● Saved entries
[Start of Attachment]

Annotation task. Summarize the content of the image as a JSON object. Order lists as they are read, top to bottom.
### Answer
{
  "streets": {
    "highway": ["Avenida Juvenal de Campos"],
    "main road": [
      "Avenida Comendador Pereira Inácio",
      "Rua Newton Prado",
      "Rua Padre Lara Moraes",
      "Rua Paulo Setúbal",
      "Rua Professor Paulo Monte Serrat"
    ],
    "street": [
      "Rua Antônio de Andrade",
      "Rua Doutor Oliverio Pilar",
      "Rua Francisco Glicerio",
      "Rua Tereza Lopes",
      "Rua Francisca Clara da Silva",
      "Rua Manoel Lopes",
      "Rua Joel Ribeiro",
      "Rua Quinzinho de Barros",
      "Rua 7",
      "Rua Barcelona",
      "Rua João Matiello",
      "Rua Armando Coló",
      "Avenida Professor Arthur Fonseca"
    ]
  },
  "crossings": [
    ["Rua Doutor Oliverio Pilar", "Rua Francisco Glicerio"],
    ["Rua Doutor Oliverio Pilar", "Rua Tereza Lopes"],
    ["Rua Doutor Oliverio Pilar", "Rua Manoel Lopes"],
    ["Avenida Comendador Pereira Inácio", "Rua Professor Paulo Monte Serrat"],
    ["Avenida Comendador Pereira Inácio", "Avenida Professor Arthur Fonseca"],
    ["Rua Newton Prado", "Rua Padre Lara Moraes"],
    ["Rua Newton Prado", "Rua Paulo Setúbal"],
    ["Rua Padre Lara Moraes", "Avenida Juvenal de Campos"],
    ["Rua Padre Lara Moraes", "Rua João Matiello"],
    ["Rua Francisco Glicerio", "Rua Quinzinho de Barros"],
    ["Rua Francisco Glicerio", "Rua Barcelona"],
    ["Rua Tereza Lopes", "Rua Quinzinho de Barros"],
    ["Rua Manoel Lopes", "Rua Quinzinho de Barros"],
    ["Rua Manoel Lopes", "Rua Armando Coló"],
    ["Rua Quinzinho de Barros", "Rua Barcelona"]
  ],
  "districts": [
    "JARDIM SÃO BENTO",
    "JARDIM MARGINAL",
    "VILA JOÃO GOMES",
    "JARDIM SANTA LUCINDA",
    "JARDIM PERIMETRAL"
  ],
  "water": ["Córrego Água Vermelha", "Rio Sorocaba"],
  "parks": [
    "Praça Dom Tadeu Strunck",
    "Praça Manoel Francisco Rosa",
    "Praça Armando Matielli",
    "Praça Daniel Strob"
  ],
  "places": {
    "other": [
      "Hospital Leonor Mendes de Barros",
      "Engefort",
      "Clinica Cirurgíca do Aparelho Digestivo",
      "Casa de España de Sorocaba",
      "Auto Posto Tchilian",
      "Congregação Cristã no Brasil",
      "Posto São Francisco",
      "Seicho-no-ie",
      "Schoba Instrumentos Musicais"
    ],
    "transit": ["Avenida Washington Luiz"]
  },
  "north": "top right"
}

[End of Attachment]

● Directions for this task
Where a line of the data contains "Fonseca", copy that line.

● Solution for this exercise
      "Avenida Professor Arthur Fonseca"
    ["Avenida Comendador Pereira Inácio", "Avenida Professor Arthur Fonseca"],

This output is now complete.